Only 13.6 percent of respondents claimed they could last beyond a year.

“Our agency, as a whole, has fared a bit better because some of the destinations we specialize in have reopened,” DeYoung said.

“That includes Walt Disney World and Universal Studios. We’re also planning quite a lot to the Caribbean and Mexico. It’s still not great. My personal bookings are down about 60 percent from this time last year. Our agency as a whole has lost $11 million in bookings for 2020.

“Next year looks a little more promising. We had a lot of people who had trips booked that shifted to 2021 instead of outright canceling. We’ve gotten calls from people who are going crazy staying at home and want to be hopeful and book something for next year.”

It’s a similar situation at Pathfinders Travel in downtown Holland, a 43-year-old business owned by Blake Van Liere and her husband.

“We’ve been extremely affected,” Van Liere said. “We had zero business in March, April, May and even June. We still sold airline tickets during those months for people who needed to visit family or something like that.

“We’re just starting to pick up a little. There are a lot of agencies that aren’t even open right now. We’re open three days a week. It used to be five, and we have limited staff, but it’s progress.”

Van Liere noted travel agencies are also impacted by international stipulations.

“Americans are not allowed into Europe and there are a lot of places in the Caribbean where you need a COVID-19 test within three days of arrival,” she said. “Some people are willing to do that, and some aren’t.

“I think the majority of people are waiting for a vaccine before they’ll actually commit to travel. We are seeing quite a few bookings for next year, so that’s good. People want to have a trip they can look forward to.”

At Pathfinders, Van Liere has seen an increase in booking interest for Cancun, Mexico.

“I think that’s because they have less restrictions in terms of COVID testing and that whole area is, at the moment, a pretty safe place to go,” she said.

Both Van Liere and DeYoung expect to see lasting changes to the industry.

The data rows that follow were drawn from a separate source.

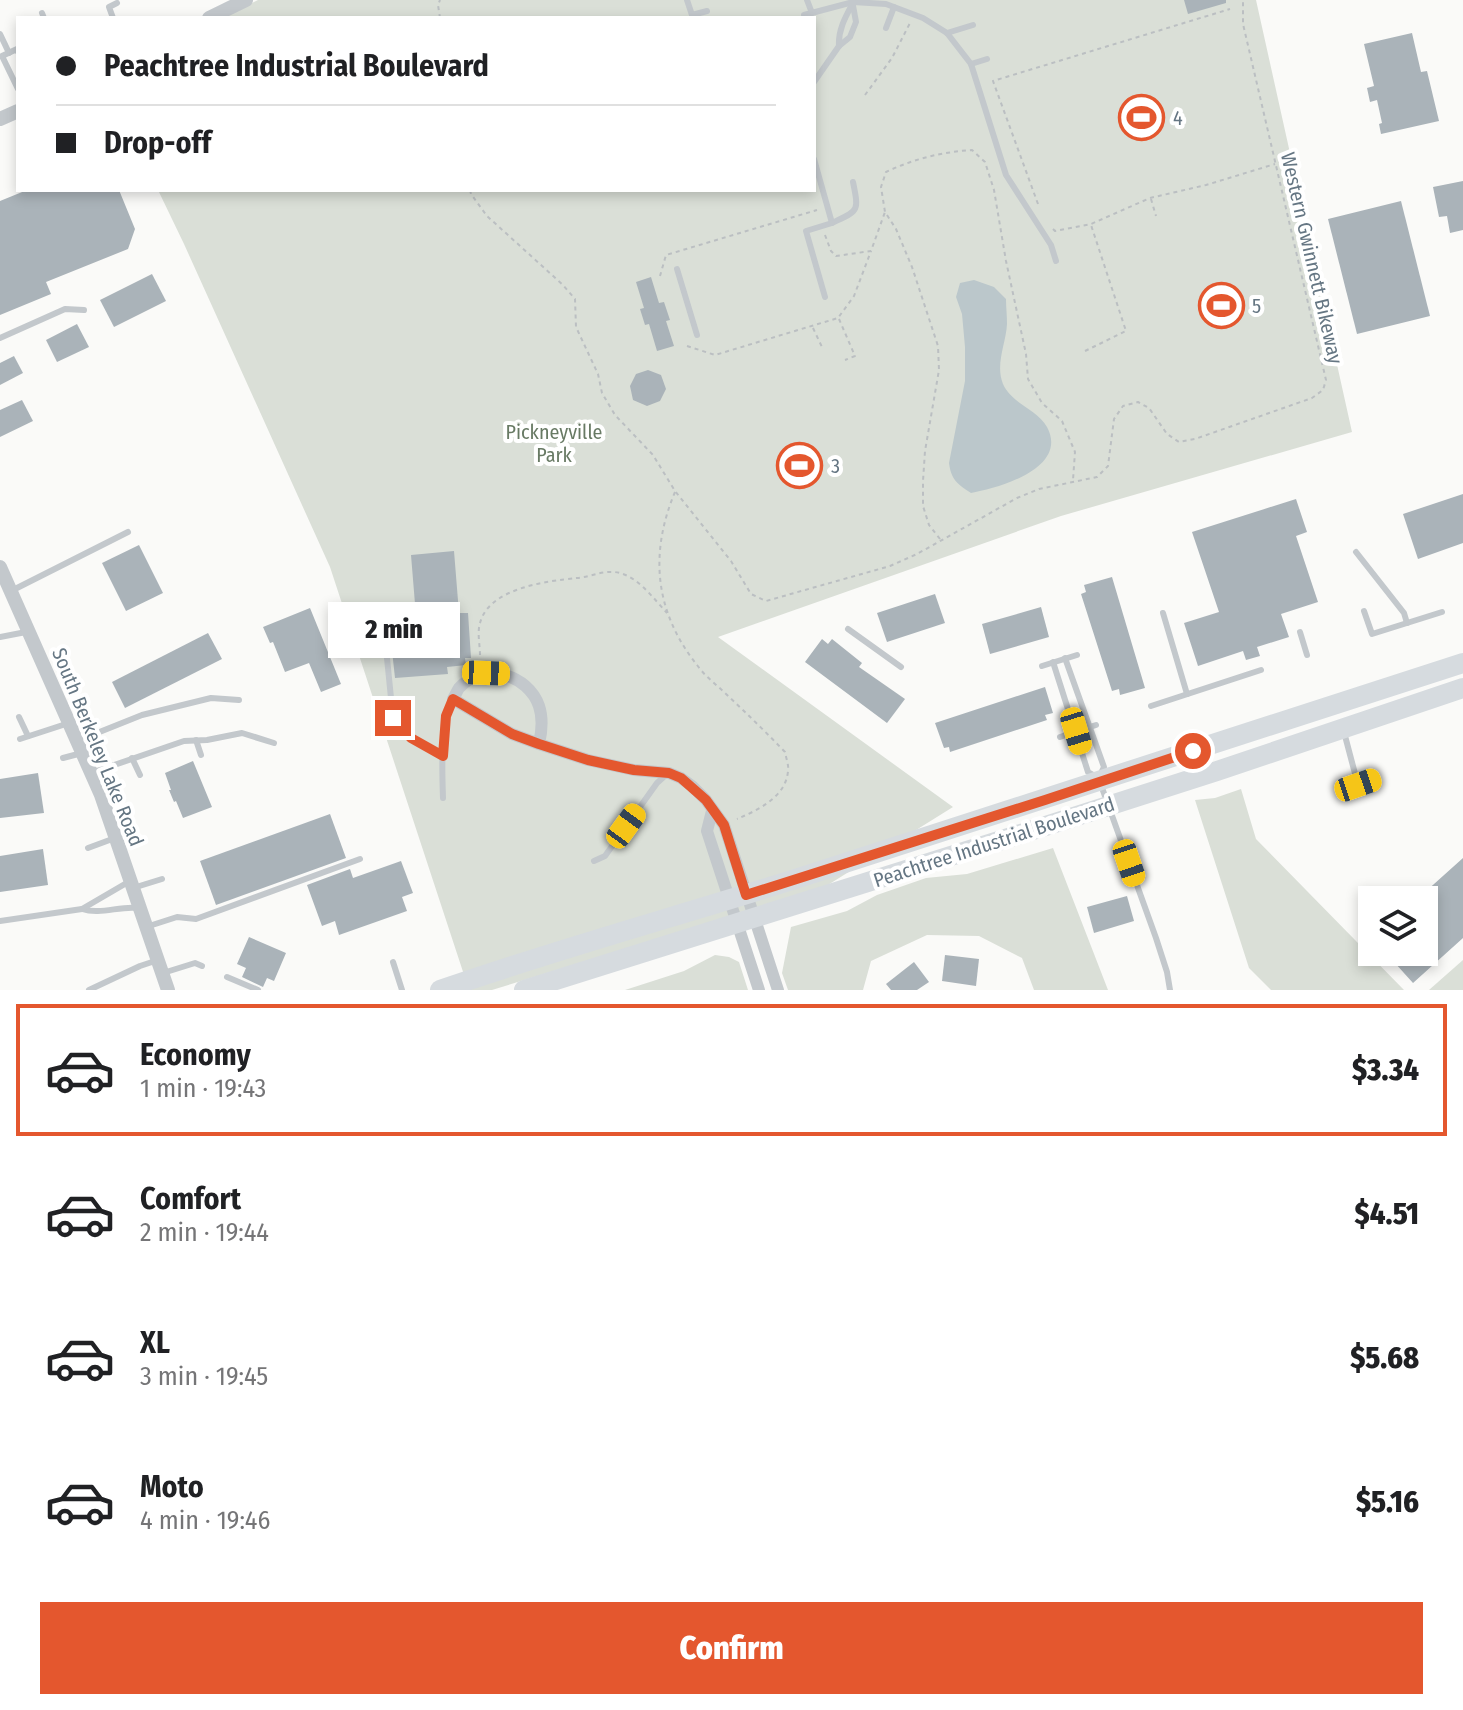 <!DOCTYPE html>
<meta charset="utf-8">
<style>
:root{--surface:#fff;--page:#f2f2f2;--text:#202124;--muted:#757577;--line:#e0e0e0;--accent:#e4572e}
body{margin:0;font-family:"Fira Sans Condensed",sans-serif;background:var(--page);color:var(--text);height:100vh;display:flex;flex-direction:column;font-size:30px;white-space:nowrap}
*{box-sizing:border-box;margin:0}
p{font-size:26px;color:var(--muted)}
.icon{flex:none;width:44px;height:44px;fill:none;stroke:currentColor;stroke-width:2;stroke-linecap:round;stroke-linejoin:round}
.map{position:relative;height:990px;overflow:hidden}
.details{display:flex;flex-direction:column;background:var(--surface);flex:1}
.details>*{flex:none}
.top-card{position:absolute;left:16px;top:16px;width:800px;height:176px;border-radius:0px;box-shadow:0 4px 12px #0003;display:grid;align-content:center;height:176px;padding:0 40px;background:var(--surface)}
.tools{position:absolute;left:1358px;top:886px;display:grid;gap:16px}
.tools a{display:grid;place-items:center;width:80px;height:80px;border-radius:0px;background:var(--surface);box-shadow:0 4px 12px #0003;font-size:40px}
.end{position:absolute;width:36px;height:36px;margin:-18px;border:10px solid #e4572e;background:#fff;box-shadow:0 0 0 4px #fff}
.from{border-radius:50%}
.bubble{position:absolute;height:56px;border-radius:0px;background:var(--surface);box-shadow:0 4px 12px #0003;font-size:26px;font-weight:800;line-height:56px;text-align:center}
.car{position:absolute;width:24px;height:48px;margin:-24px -12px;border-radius:10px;box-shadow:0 0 6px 2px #0007;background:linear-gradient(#f5c518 24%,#345 0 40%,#f5c518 0 76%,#345 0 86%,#f5c518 0)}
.top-card b{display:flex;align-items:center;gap:28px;height:76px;font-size:30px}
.top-card b+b{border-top:2px solid var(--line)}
.top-card i{width:20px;height:20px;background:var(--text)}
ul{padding:14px 0 0;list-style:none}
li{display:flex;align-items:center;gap:24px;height:132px;margin:0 16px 12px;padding:0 24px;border:4px solid transparent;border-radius:0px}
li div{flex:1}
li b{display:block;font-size:30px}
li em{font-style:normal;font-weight:800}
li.current{border-color:var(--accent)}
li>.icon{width:72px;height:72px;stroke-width:1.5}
.cta{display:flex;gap:16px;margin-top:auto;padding:16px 40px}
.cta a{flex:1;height:92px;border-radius:0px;background:var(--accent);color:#fff;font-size:32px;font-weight:800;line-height:92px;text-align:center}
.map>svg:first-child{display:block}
</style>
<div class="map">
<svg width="1463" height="990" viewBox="0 0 1463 990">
<rect width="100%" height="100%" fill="#fafaf8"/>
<g fill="#dadfd7">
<polygon points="258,0 1256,0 1352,432 1061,516 718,637 953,807 823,888 492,990 469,990 330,567 184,244 158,190 814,190 814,18 222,18"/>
<polygon points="1241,789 1256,839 1404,990 1271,990 1249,968 1195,800 1215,798"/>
<polygon points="1053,848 1108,990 1034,990 1022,958 979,936 927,935 871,961 863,990 788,990 782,973 791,927 847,911 877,895 926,878 967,874"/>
<polygon points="715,955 729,957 739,962 748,990 625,990 684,971"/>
<polygon points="1463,960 1463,990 1429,990"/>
</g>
<path fill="#bbc7cb" d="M974 280 994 287 1006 299C1006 307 1007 315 1007 324 1006 344 995 364 1003 384 1012 404 1037 409 1047 427 1069 468 999 488 971 493 957 484 951 479 949 463L965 381V347L962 314 956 297 960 283Z"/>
<g fill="#aab3b9">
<polygon points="1184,0 1226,0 1226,3 1188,14"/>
<polygon points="1412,33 1421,72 1427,71 1439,121 1381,134 1379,124 1382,123 1377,100 1370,102 1367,88 1374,86 1364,44"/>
<polygon points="1463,181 1463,230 1450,233 1447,216 1439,217 1433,187"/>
<polygon points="27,190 119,190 135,229 128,249 46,282 51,294 0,315 0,201"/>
<polygon points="1401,201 1430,316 1357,334 1328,219"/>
<polygon points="152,274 166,301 114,327 100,300"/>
<polygon points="651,277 659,303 664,302 670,320 666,321 674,346 657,351 649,324 645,325 640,309 644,308 636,282"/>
<polygon points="77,324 89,347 57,362 46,340"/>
<polygon points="14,356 23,373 0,385 0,363"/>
<polygon points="648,370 661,375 666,389 660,401 647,406 633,400 630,386 636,374"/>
<polygon points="22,400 33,421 0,437 0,410"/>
<polygon points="1463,494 1463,543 1418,559 1403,514"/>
<polygon points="1296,499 1307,532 1296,536 1318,602 1281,614 1289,637 1257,647 1260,656 1246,660 1243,651 1198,666 1184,623 1219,612 1192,532"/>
<polygon points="139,545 163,593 126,611 102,563"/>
<polygon points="454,551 459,613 468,613 471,658 465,658 466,665 447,667 448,674 395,678 390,632 406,631 405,617 416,616 411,555"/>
<polygon points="1112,577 1145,688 1120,695 1119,689 1112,691 1081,594 1086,592 1084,585"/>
<polygon points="935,594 945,623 887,642 877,613"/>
<polygon points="1041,607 1049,637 990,654 982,624"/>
<polygon points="310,608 341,684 321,692 309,663 285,672 273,642 270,643 263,627"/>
<polygon points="208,633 222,659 125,708 112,682"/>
<polygon points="822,639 828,644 832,639 862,663 859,667 905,699 887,723 805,662"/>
<polygon points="1045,687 1053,713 1045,715 1047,720 950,752 949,747 944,748 935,723"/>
<polygon points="193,761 212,807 183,818 176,801 174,802 169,790 171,790 165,773"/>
<polygon points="38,773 44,813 0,818 0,779"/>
<polygon points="330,814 346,858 216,905 200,861"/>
<polygon points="43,849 48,885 0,892 0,856"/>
<polygon points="1463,858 1463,938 1413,983 1385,952 1424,952 1424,893"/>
<polygon points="401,861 413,893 402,897 407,911 339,935 335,921 322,926 307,885 350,869 353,878"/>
<polygon points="1127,896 1134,921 1094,933 1087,907"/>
<polygon points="249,937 286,953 274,981 267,978 263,987 242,977 246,968 237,964"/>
<polygon points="945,955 979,959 976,986 942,981"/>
<polygon points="914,962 929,982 917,990 891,990 886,984"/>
</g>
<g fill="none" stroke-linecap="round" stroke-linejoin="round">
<g stroke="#bbbfc2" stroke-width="2" stroke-dasharray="4 4" stroke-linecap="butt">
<polyline points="440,18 438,5 440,0"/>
<polyline points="865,95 892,58 910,23"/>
<polyline points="470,190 471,194 487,216 563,285 575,299 576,327 598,374 602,393 615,415 653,455 675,491 731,561 751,594 766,601 890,566 917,554 1017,498 1039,489 1097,477 1108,466 1114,419 1123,406 1138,402 1149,408 1167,434 1179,442 1195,439 1312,398 1323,390 1326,380 1243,24 1243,0"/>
<polyline points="1151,199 1156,216"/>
<polyline points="1038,204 993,81 1230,9"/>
<polyline points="1053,229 1055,231 1091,224 1150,198 1206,185 1275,164"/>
<polyline points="825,235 831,251 836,256 871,251 885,212"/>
<polyline points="660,276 666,255 817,210"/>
<polyline points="839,319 855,356 845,360"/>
<polyline points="813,328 822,347"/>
<polyline points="687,346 715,355 838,318 854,296 871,251"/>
<polyline points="1085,351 1126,331 1091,225"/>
<path d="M675 492C649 554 655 612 697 665 704 675 714 683 723 691 744 711 765 731 785 752 786 758 789 765 788 771 786 797 758 810 737 819"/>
<path d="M940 539 929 525 923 506V481L925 451 939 370 938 346 912 267 896 229 885 212 881 187 886 172C913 159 942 152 972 150L985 162 994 190 1006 261 1026 354 1028 379 1042 403 1062 421 1075 452 1073 480"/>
<path d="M480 655C480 645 477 633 480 623 489 588 547 581 577 578 592 577 604 569 620 573 639 578 654 599 667 613"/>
</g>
<g stroke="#c3c8cc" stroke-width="6">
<polyline points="687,0 693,18"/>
<polyline points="807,0 812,13"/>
<polyline points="42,13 44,18"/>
<polyline points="692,15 707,11"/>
<polyline points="804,15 853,2 886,4 923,18 947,33 971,64 1006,175 1051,245 1056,261"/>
<polyline points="113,18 109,7 117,3"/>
<polyline points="886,28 894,7"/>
<polyline points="947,33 973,25"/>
<polyline points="0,34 9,53"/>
<path d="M839 46C838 29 846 16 854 1"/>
<polyline points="18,52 17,49 2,56 18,89"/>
<polyline points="971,64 987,59"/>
<polyline points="814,82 839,46 850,37 856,22 852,0"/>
<path d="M814 159 832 223C859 210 859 212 853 182"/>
<polyline points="677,269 697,335"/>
<polyline points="825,297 806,231 832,223"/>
<polyline points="0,338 65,309 84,310"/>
<polyline points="1356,552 1404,613 1407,623"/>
<polyline points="11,591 128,532"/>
<polyline points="1364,611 1372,634 1442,612"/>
<polyline points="1163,613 1187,694"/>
<polyline points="384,628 393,718 411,738 443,756"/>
<polyline points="848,629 901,667"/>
<polyline points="1300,632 1307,655"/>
<polyline points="0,637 26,632"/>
<polyline points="1065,658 1104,767 1100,775"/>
<polyline points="1053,662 1088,772 1095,776"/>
<polyline points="1042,666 1077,655"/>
<polyline points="1151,706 1261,670"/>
<polyline points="19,717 28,736"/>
<polyline points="1344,732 1358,785 1374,779"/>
<polyline points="1060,737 1096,725"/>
<polyline points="20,739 69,723"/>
<polyline points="196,740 201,755"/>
<polyline points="77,741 142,715 211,698 239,700"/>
<polyline points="63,758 82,753"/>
<polyline points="132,758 140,775"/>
<polyline points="91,773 184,741 207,740 242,733 274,743"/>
<polyline points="1101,785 1156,938 1167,972 1170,990"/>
<path d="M443 798C442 766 440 729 453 699"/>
<polyline points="88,848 115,838"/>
<polyline points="594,861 605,856 657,783 667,774"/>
<polyline points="133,888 162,879"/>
<path d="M82 909C100 915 119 906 137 908"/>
<polyline points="0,921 82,909 130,881"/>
<polyline points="146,927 177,917 196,919 360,859"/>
<polyline points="393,962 402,990"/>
<polyline points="163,973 195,963 202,966"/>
<polyline points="227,977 258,990"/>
<polyline points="89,990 140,966 155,961"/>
</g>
<g stroke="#c3c8cc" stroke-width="12">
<path d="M539 744C542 731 543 718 539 706 528 674 483 661 459 688 457 691 455 696 453 699L512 734 539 744 588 760 634 770 669 773 681 778 692 786 706 800 724 825 778 990"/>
<polyline points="712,811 707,831 759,990"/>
</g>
<g stroke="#c3c8cc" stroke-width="14">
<polyline points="209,18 246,0"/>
<polyline points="0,119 18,111"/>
<polyline points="0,567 101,795 168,990"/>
</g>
<g stroke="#d6dbdf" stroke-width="20">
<path d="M440 990C563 947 690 913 814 873 1031 804 1246 732 1463 663"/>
<polyline points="524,990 1008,838 1217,771 1463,688"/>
</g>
</g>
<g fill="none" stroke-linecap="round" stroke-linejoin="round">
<polyline stroke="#e4572e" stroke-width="10" points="393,718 411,738 443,756 446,716 453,699 512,734 539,744 588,760 634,770 669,773 681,778 706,800 724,825 746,895 1045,800 1193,751"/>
</g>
<defs>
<symbol id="stadium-ring" viewBox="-11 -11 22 22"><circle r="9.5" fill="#fff" stroke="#e4572e" stroke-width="1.5"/><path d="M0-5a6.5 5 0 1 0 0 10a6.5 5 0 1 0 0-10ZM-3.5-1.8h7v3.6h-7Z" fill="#e4572e"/></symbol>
</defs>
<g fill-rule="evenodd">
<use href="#stadium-ring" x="1116" y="92" width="51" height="51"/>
<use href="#stadium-ring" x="1196" y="280" width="51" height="51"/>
<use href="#stadium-ring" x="774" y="440" width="51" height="51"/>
</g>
<g text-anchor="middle" stroke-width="8" stroke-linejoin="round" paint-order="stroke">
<g font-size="20" fill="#657683" stroke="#fff" text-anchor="start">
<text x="1173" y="125">4</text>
<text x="1252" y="313">5</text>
<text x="831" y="473">3</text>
</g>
<g font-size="20" fill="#657683" stroke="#fff">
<text transform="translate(1312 258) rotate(77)" y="7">Western Gwinnett Bikeway</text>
<text transform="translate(98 747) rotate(68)" y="7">South Berkeley Lake Road</text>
<text transform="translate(994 842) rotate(-18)" y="7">Peachtree Industrial Boulevard</text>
</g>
<g font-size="20" fill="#687a64" stroke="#fff">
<text x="554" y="439">Pickneyville<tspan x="554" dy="23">Park</tspan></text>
</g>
</g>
</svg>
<div class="tools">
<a><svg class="icon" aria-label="layers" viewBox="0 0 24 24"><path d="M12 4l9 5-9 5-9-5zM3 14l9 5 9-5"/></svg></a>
</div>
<i class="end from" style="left:1193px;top:751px"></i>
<i class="end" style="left:393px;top:718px"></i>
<div class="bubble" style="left:328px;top:602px;width:132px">2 min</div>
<i class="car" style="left:486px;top:673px;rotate:92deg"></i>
<i class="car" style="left:1076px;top:731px;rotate:163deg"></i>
<i class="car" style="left:1358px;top:785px;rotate:71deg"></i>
<i class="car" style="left:626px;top:826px;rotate:36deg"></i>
<i class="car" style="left:1129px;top:863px;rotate:161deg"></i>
<div class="top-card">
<b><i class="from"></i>Peachtree Industrial Boulevard</b>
<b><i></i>Drop-off</b>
</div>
</div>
<section class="details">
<ul>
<li class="current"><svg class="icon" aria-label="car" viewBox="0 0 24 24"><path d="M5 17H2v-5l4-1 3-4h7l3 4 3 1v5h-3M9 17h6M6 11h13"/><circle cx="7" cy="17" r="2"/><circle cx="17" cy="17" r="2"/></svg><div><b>Economy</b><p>1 min · 19:43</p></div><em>$3.34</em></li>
<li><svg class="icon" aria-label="car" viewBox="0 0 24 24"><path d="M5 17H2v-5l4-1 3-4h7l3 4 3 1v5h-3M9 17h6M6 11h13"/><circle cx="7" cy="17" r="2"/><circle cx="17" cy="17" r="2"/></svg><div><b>Comfort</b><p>2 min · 19:44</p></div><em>$4.51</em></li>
<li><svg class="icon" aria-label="car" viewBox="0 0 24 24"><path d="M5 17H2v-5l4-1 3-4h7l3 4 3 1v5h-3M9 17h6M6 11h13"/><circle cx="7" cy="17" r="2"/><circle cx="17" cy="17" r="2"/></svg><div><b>XL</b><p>3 min · 19:45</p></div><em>$5.68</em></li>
<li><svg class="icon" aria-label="car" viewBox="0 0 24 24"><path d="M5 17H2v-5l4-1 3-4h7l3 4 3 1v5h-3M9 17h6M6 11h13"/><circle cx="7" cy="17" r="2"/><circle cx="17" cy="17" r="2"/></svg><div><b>Moto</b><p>4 min · 19:46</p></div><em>$5.16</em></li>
</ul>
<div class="cta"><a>Confirm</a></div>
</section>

“There used to be a lot of independent travel agents who sold travel as a hobby,” Van Liere said. “I think a lot of those people will go out of business. And I don’t know if some of the smaller agencies will rebound.”

DeYoung believes some changes may be for the best.

“I do think some of the increased health and safety precautions will, and probably should, stick around — even after life has gone back to normal,” she said.

“I would love to see them continue to encourage hand washing and increased cleaning across theme park sand resorts. That could be an improvement that comes out of COVID.

“But people love to travel. Everyone has their list of destinations; things they want to share with their families or their kids. I think that desire to travel or adventure or see the world is still there — it’s just dormant right now.”